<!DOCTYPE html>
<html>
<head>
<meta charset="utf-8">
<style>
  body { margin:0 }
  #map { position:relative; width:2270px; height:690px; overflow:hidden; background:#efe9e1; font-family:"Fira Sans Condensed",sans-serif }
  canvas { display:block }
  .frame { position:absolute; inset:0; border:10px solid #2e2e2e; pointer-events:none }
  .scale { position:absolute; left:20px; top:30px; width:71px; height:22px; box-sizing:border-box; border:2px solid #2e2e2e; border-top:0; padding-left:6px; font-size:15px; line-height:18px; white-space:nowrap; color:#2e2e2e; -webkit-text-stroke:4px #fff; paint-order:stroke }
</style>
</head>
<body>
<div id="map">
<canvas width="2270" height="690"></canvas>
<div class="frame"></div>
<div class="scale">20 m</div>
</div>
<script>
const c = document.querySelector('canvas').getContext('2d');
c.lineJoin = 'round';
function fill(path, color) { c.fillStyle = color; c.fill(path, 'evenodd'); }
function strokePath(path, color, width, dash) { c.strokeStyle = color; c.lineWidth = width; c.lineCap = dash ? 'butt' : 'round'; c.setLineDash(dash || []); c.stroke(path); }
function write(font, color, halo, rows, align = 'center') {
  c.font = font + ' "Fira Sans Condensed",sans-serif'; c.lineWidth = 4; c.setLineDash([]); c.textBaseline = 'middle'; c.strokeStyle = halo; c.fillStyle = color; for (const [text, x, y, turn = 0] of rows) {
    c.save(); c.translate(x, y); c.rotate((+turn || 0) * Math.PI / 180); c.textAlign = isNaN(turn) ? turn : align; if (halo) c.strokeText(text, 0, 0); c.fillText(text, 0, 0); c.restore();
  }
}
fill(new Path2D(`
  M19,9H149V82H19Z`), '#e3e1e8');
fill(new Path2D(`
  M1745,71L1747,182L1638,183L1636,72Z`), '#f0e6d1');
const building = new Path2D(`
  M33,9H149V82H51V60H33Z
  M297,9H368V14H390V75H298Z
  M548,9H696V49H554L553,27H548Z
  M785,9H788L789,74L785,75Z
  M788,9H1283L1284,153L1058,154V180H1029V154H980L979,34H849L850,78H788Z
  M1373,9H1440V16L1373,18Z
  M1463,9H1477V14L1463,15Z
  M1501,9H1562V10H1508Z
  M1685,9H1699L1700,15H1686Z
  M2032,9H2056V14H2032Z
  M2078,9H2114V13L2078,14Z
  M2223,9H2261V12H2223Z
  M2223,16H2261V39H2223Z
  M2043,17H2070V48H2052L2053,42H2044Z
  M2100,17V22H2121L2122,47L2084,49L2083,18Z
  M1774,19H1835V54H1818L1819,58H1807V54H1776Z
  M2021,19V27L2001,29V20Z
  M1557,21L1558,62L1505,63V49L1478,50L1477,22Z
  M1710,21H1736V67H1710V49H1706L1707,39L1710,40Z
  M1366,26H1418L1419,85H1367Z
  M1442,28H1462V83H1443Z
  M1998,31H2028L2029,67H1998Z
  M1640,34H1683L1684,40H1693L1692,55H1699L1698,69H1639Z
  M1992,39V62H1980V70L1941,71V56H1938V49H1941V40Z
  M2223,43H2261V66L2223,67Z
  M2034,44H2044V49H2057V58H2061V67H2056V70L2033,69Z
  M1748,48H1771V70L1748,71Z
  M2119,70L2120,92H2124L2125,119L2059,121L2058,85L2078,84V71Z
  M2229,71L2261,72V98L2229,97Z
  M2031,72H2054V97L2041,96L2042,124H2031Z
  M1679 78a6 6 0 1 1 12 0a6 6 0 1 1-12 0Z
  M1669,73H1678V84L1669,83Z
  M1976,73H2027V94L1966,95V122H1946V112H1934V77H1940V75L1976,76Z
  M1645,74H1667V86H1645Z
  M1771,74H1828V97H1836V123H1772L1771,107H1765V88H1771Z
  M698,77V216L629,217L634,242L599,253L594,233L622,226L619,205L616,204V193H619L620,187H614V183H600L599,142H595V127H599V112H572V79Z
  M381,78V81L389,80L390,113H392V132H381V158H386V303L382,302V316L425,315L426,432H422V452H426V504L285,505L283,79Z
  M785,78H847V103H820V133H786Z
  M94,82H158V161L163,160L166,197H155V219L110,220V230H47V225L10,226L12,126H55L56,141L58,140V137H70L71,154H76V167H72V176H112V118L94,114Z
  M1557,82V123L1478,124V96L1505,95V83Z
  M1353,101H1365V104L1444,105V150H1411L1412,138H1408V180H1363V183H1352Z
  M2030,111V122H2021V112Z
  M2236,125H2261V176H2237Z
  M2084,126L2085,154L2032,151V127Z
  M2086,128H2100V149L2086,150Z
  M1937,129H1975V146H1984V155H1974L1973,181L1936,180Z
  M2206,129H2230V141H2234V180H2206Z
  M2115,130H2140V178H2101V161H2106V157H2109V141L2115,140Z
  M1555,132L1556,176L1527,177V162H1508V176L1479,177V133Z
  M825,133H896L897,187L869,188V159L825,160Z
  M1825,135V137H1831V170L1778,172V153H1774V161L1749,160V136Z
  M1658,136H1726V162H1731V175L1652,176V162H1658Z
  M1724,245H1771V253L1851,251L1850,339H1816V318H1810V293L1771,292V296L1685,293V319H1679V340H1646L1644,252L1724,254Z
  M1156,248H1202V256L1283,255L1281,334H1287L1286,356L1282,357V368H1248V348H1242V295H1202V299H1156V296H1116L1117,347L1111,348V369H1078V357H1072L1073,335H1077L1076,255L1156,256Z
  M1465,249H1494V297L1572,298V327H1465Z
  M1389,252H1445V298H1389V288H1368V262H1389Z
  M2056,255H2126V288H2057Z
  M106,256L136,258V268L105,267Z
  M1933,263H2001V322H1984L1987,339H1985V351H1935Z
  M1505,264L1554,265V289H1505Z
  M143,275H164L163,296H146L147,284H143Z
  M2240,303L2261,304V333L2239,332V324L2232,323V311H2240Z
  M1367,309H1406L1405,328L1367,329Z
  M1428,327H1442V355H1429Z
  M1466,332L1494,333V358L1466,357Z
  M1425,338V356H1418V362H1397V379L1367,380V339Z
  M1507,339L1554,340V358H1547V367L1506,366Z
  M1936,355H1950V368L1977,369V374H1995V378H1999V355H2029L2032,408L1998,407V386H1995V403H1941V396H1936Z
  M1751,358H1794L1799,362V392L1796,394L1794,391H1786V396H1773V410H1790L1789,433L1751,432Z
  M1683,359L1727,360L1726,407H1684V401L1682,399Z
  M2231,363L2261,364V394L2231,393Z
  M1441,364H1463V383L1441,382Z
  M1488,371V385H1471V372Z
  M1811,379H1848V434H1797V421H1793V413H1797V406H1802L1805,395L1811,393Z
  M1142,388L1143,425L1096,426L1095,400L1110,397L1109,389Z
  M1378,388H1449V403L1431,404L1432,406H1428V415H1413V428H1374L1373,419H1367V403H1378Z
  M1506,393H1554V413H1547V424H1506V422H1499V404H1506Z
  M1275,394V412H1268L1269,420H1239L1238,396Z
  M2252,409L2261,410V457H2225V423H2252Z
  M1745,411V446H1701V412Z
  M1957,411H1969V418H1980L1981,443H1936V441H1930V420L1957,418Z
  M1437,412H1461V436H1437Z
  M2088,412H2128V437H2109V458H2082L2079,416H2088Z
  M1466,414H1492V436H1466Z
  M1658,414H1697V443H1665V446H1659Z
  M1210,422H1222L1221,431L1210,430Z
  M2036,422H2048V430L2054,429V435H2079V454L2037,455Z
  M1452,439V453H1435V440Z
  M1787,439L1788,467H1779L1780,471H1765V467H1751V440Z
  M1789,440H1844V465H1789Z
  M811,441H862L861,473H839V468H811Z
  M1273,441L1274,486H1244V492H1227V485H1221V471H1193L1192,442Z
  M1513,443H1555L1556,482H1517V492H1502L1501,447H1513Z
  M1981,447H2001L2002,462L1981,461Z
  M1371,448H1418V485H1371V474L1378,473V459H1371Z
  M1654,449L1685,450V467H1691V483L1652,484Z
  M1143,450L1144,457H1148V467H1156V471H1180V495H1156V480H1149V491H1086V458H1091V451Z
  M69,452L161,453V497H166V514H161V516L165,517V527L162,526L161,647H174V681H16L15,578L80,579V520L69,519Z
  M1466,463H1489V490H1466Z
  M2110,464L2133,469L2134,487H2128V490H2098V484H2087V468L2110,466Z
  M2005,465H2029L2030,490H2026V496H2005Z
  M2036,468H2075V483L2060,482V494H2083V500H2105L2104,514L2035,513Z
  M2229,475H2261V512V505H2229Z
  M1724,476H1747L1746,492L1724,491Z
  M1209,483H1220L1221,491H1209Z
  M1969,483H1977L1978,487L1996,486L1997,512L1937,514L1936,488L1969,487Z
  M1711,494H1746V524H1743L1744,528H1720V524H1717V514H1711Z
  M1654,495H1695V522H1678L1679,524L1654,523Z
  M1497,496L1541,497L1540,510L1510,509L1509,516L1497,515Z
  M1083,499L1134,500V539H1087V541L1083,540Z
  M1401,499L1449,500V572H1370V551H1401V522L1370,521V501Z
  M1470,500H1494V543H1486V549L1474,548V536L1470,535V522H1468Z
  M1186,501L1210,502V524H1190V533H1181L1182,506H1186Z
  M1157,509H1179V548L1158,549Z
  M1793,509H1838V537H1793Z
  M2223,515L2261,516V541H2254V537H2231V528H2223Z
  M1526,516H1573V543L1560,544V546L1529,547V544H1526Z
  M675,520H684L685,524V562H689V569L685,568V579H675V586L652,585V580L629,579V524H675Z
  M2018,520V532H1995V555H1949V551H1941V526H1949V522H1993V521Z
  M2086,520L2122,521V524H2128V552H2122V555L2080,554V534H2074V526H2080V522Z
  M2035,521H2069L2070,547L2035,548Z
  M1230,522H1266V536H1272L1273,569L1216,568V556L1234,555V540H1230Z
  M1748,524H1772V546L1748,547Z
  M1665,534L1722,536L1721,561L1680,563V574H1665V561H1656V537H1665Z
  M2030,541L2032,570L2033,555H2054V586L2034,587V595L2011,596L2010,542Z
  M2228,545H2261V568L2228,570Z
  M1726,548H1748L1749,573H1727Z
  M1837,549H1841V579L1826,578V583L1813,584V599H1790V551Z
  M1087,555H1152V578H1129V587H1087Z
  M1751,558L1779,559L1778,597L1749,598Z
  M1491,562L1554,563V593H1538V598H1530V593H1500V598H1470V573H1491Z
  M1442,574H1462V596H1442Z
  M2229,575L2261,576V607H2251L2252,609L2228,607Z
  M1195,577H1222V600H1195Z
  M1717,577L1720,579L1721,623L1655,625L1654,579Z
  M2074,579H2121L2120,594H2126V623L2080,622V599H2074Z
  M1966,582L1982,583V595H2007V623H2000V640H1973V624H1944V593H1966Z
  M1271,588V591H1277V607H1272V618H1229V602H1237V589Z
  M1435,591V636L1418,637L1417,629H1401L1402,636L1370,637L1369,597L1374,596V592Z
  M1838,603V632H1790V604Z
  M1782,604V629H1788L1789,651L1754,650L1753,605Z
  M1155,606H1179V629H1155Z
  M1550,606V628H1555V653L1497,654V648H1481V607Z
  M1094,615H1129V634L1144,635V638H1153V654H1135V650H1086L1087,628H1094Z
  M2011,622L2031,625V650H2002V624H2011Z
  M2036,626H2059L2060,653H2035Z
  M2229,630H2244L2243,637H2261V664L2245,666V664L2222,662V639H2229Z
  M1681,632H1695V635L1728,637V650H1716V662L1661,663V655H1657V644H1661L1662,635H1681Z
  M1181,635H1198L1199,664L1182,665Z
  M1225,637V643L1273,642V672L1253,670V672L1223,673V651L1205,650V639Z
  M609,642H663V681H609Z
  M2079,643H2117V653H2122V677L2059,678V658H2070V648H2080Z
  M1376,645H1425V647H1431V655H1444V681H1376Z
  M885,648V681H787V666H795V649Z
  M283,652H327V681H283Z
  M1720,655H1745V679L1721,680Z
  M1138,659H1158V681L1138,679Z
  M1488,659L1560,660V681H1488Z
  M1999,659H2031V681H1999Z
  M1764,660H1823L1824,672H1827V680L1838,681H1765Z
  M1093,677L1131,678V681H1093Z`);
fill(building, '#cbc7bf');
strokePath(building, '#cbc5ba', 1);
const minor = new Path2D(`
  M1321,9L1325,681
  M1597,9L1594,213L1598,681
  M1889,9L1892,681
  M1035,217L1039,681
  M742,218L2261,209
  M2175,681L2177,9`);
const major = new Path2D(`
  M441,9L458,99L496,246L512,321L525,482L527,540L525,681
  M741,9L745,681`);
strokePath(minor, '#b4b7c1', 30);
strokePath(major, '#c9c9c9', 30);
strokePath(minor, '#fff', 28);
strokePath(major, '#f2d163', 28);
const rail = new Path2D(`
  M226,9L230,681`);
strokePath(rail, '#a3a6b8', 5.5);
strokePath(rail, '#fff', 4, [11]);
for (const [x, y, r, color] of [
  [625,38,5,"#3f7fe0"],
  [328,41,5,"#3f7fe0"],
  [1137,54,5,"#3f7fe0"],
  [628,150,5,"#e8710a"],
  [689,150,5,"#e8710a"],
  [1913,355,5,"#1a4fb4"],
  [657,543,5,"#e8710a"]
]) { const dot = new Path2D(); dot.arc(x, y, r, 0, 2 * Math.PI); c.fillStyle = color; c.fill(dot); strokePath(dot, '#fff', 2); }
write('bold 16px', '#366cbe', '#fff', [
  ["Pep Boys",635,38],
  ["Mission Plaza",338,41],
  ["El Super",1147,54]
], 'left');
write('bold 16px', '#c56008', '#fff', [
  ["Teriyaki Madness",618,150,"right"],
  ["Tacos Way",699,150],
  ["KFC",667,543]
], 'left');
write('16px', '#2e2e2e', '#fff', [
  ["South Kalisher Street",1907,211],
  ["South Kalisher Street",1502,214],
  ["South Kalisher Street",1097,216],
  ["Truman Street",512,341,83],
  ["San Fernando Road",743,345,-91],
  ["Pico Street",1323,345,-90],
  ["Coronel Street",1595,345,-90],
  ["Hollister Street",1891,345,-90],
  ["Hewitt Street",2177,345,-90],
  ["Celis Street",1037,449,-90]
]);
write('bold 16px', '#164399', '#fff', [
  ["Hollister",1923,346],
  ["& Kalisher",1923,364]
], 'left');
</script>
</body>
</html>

> _Your objective_
Find all the lines containing "strokeStyle" in the material, then copy them.

> _Problem solution_
function strokePath(path, color, width, dash) { c.strokeStyle = color; c.lineWidth = width; c.lineCap = dash ? 'butt' : 'round'; c.setLineDash(dash || []); c.stroke(path); }
  c.font = font + ' "Fira Sans Condensed",sans-serif'; c.lineWidth = 4; c.setLineDash([]); c.textBaseline = 'middle'; c.strokeStyle = halo; c.fillStyle = color; for (const [text, x, y, turn = 0] of rows) {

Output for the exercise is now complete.